* **Source data**
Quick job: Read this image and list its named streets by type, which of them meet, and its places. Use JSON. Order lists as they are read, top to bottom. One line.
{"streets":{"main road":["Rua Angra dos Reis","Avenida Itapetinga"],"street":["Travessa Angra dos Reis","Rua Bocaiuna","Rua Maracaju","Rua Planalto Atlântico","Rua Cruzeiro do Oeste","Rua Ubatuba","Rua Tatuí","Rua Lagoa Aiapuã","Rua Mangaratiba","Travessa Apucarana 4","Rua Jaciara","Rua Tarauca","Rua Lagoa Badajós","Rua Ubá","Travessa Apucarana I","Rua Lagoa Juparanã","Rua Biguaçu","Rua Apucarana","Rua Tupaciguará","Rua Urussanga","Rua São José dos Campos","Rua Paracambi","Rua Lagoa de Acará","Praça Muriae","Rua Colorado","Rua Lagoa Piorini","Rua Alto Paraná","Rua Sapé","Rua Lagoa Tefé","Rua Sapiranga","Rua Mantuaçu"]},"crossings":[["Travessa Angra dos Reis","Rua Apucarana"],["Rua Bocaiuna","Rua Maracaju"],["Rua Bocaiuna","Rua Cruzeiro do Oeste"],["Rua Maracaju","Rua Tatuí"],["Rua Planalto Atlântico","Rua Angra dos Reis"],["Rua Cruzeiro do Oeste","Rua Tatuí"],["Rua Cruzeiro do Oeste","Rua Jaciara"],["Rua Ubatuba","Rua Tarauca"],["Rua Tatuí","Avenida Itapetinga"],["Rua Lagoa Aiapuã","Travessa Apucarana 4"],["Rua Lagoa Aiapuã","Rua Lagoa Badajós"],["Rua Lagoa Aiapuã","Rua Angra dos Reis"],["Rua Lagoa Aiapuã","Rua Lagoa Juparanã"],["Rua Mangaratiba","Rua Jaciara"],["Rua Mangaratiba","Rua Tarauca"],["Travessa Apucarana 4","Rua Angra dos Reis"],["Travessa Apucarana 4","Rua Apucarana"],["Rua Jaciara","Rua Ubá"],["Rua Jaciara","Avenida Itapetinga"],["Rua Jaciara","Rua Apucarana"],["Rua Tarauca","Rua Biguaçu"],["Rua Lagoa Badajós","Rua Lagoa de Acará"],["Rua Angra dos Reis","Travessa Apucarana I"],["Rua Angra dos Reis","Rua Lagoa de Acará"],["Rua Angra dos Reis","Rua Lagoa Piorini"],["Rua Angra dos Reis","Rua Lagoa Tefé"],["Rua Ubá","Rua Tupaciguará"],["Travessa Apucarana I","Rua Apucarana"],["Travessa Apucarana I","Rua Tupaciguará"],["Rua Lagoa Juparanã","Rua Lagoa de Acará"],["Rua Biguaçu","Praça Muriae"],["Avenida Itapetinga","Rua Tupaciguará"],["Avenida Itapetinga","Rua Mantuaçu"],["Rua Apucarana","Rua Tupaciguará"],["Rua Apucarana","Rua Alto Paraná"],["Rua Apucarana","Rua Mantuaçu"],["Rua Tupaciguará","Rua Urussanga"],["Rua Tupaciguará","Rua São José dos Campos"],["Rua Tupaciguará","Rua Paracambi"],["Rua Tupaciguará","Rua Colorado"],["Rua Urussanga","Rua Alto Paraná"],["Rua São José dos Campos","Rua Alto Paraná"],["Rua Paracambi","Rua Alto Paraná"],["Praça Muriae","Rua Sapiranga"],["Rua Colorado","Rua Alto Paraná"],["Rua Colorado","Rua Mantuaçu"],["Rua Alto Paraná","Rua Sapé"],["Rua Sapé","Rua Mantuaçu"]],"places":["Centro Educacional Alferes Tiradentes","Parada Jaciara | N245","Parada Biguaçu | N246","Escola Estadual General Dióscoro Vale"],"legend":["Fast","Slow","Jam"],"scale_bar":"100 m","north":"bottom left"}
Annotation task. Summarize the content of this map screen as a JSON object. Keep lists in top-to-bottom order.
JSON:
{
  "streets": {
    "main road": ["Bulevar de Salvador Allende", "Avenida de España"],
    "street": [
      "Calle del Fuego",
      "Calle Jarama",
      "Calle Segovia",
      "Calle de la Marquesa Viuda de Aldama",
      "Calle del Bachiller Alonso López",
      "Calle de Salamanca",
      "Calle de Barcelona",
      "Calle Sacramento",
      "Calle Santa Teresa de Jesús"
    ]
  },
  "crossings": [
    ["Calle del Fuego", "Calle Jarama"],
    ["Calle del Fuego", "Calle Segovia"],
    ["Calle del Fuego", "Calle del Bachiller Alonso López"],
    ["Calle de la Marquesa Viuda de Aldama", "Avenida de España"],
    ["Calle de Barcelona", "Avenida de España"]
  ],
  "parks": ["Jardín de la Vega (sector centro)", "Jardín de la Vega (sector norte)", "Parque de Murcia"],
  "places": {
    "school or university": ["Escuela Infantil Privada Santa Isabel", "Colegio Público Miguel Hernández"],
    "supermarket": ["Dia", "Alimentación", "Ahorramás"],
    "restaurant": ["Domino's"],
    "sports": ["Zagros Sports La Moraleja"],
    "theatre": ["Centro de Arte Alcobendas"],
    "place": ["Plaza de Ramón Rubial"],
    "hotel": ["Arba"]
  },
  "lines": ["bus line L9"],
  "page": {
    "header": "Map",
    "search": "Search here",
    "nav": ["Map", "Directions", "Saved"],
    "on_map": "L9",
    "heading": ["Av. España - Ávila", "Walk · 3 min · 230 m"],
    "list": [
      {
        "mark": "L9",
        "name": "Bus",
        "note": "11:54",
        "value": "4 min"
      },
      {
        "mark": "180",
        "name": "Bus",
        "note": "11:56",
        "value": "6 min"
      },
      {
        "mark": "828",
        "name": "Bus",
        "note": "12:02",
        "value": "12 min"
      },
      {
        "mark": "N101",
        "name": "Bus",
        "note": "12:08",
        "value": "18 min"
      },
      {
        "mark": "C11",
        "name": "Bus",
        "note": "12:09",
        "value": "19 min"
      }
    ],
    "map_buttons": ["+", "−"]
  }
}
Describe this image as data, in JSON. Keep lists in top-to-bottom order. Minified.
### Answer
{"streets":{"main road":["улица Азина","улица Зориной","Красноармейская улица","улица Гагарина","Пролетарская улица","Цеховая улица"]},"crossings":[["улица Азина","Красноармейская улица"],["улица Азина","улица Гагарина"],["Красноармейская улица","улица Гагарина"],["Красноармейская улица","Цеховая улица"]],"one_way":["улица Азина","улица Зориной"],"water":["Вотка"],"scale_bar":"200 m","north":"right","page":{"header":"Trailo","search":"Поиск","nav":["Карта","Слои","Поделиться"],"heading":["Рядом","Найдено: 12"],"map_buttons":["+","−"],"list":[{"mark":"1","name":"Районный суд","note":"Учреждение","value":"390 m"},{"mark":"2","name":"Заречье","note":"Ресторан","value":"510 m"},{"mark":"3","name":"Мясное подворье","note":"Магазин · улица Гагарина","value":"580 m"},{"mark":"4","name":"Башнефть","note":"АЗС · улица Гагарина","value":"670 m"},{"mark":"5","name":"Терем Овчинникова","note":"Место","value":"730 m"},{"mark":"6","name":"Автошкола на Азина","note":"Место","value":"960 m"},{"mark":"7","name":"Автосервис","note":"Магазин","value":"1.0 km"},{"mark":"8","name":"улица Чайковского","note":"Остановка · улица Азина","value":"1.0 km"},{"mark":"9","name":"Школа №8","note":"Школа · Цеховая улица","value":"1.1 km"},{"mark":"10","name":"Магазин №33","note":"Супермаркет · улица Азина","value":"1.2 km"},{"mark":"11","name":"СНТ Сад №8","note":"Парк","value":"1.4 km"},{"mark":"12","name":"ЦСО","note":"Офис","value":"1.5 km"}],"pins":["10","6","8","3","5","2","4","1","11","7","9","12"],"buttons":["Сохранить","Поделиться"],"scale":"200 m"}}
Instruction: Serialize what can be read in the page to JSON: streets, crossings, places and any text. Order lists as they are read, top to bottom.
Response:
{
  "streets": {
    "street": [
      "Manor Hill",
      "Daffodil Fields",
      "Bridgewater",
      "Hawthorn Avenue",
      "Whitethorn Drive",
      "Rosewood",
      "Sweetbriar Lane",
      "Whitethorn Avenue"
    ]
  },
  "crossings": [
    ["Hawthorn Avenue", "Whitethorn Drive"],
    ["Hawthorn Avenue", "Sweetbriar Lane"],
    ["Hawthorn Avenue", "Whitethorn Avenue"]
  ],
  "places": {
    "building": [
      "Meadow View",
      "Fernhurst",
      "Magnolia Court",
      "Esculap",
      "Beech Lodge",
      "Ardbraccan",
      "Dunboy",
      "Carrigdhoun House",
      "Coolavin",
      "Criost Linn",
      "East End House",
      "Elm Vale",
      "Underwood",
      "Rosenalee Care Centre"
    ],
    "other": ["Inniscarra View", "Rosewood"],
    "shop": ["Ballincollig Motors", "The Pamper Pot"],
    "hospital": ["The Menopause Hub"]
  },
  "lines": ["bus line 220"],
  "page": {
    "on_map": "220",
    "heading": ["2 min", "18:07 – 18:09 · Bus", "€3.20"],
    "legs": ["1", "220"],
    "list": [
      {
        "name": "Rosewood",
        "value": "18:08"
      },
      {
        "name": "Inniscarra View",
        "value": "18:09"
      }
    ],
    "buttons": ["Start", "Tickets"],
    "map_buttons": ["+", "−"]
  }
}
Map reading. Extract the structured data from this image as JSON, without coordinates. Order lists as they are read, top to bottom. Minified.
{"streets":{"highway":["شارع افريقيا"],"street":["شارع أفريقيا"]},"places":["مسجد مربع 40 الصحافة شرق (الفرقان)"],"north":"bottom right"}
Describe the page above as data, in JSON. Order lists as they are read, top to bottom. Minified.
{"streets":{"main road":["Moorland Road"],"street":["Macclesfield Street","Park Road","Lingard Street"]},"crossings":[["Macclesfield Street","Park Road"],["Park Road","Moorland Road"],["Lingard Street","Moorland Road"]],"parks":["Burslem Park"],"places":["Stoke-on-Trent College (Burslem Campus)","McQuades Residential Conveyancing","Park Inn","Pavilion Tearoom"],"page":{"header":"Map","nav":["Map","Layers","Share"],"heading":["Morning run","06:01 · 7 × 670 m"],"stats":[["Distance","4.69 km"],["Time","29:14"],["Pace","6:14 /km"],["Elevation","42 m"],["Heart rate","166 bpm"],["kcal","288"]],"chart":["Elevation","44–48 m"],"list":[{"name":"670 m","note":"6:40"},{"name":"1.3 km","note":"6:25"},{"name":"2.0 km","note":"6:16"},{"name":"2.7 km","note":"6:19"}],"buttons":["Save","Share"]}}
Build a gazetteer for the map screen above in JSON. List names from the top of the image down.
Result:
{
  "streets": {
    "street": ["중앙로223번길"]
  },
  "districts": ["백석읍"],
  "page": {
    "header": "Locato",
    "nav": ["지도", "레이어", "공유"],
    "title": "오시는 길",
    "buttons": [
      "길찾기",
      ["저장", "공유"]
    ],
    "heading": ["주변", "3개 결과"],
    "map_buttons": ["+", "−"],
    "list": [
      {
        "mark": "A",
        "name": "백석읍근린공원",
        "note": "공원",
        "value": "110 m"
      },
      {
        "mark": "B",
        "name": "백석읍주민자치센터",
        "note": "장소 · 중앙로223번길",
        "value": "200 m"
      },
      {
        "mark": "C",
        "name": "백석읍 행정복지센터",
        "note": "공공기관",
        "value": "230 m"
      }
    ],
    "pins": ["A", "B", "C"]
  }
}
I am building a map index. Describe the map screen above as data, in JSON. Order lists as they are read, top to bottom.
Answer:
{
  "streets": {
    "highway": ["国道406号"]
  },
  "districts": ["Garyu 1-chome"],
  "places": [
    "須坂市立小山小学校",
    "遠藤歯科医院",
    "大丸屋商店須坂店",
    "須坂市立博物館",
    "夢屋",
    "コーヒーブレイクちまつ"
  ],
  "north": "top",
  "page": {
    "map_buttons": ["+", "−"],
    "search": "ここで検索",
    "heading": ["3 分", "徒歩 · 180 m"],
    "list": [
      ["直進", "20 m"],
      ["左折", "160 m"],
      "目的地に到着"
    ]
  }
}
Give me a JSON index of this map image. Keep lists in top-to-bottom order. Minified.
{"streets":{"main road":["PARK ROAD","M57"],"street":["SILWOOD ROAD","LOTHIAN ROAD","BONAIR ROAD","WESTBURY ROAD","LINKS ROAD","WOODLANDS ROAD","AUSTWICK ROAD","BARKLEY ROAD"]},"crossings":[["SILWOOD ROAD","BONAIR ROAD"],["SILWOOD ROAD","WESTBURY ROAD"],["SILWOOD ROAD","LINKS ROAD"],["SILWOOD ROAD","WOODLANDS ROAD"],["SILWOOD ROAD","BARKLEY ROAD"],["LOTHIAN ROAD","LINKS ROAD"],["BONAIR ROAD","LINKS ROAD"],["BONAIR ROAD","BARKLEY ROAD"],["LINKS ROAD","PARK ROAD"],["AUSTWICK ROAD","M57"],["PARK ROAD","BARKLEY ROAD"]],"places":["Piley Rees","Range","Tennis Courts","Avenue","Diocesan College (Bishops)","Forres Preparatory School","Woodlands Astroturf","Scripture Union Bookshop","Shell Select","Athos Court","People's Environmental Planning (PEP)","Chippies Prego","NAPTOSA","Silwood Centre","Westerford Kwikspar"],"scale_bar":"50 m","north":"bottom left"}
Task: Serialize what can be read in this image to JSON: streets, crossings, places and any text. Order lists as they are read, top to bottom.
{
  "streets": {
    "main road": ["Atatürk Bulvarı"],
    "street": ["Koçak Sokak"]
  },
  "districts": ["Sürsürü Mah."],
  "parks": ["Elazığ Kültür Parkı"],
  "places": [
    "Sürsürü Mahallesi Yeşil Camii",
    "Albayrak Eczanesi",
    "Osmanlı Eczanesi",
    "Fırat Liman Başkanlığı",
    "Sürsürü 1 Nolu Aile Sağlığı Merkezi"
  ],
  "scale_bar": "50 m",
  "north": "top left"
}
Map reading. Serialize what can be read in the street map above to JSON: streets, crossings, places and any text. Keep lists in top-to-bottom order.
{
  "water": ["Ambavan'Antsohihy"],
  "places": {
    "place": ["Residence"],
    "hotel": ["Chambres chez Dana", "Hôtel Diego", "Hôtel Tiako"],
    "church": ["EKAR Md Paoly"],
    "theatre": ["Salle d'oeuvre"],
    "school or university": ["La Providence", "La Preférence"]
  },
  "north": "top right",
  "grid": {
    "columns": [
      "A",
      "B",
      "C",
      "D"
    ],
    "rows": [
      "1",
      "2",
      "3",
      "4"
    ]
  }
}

* **Work order**
Working from the records above, write out verbatim only the lines from the line containing "Describe the page" through the line containing "Build a gazetteer".

* **Solution to this problem**
Describe the page above as data, in JSON. Order lists as they are read, top to bottom. Minified.
{"streets":{"main road":["Moorland Road"],"street":["Macclesfield Street","Park Road","Lingard Street"]},"crossings":[["Macclesfield Street","Park Road"],["Park Road","Moorland Road"],["Lingard Street","Moorland Road"]],"parks":["Burslem Park"],"places":["Stoke-on-Trent College (Burslem Campus)","McQuades Residential Conveyancing","Park Inn","Pavilion Tearoom"],"page":{"header":"Map","nav":["Map","Layers","Share"],"heading":["Morning run","06:01 · 7 × 670 m"],"stats":[["Distance","4.69 km"],["Time","29:14"],["Pace","6:14 /km"],["Elevation","42 m"],["Heart rate","166 bpm"],["kcal","288"]],"chart":["Elevation","44–48 m"],"list":[{"name":"670 m","note":"6:40"},{"name":"1.3 km","note":"6:25"},{"name":"2.0 km","note":"6:16"},{"name":"2.7 km","note":"6:19"}],"buttons":["Save","Share"]}}
Build a gazetteer for the map screen above in JSON. List names from the top of the image down.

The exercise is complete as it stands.